The end result is that all the Java code does is access tables directly. And you get the kind of queries (and worse) that you saw in Exhibit “A” above.

There. I feel so much better already.

/rant


Negative, Captain

Seen in the wild:

... WHERE substr(amount,0, 1) != '-'

If you wanted to query a table of monetary transactions for any refunds (i.e. where the transaction amount is negative), how would you do it? Perhaps you’d think about avoiding problems that might occur if the default number format were to change, hm?

(before you say it: no, there is no index on amount, so it wasn’t a misguided attempt to avoid an index access path…)

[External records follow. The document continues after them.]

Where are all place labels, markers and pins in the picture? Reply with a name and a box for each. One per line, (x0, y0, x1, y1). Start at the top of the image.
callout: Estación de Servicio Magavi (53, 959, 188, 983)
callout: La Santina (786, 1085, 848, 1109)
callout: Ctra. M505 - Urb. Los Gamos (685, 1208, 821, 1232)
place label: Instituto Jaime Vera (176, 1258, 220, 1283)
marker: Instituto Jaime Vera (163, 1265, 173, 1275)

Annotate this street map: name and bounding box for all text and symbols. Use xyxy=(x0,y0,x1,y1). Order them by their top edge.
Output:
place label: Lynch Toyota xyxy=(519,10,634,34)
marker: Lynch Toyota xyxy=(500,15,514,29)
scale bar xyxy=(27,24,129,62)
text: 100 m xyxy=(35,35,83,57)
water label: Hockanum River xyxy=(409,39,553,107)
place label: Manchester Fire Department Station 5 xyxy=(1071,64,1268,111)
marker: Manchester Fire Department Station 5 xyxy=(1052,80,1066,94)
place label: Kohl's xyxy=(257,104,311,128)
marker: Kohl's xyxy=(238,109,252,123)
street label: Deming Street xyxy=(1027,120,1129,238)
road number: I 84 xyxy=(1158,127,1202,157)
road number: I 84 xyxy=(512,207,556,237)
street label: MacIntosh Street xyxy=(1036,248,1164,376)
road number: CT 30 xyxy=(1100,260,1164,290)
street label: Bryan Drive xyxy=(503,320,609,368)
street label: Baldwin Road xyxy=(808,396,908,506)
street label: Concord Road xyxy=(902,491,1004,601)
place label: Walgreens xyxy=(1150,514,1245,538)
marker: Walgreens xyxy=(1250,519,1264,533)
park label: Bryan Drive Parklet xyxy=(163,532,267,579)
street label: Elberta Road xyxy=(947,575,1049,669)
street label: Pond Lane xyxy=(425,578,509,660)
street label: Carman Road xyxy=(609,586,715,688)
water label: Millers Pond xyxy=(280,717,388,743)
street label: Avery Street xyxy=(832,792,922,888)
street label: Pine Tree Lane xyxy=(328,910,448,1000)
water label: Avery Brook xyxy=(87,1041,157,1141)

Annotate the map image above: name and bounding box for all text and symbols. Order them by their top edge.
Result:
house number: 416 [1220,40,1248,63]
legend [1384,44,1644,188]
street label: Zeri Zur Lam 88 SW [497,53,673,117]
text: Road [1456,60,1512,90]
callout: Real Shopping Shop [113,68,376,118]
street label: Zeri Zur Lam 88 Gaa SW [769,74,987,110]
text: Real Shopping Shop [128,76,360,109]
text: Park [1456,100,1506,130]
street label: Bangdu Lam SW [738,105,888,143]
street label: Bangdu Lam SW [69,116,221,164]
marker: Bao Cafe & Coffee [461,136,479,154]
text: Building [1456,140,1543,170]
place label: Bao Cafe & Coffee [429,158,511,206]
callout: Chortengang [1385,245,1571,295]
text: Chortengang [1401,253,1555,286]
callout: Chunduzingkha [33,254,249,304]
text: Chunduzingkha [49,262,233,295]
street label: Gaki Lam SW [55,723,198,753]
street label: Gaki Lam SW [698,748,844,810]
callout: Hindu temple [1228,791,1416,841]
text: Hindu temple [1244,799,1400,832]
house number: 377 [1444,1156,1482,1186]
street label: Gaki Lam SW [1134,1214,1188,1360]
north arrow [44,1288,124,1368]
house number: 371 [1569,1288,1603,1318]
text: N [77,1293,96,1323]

Fun with copy-and-paste code

Came across this in a form (6i) to be run on a 9i db. Not only is this code about 33 lines of code too long and issues any number of unnecessary database queries, its name is quite unrelated to its intended function. Needless to say it was easily replaced with a single call to INSTR.

PROCEDURE alpha_check
(ref_in IN VARCHAR2
,ref_out OUT VARCHAR2) IS
-- Procedure included to distinguish
-- ref_in between ID or reference.
  l_alpha_char  VARCHAR2 (1);
  l_alpha_pos   NUMBER;
  l_found_pos   NUMBER;
  l_search_string VARCHAR2 (100) := ' ';
 

  CURSOR cur_get_next_alpha(N NUMBER) IS
  SELECT SUBSTR(l_search_string,N,1)
  FROM dual;

  CURSOR cur_check_for_alpha(C VARCHAR2)IS
  SELECT INSTRB(ref_in,C, 1)
  FROM dual;

BEGIN
  IF ref_in IS NULL THEN
    ref_out := 'X';
    RETURN;
  END IF;

  FOR I IN 1..LENGTH(l_search_string) LOOP
    OPEN cur_get_next_alpha(I);
    FETCH cur_get_next_alpha
    INTO l_alpha_char;
    CLOSE cur_get_next_alpha;

    FOR J IN 1..LENGTH(ref_in) LOOP
      OPEN cur_check_for_alpha(l_alpha_char);
      FETCH cur_check_for_alpha
      INTO l_found_pos;
      CLOSE cur_check_for_alpha;

      IF l_found_pos > 0 THEN
        ref_out := 'N';
        RETURN;
      END IF;
    END LOOP;
  END LOOP;

  ref_out := 'Y';
EXCEPTION
  WHEN OTHERS THEN
    pc_ref_out := 'X';
END;

Looks like it may have been copied from the same source as “As bad as it gets”.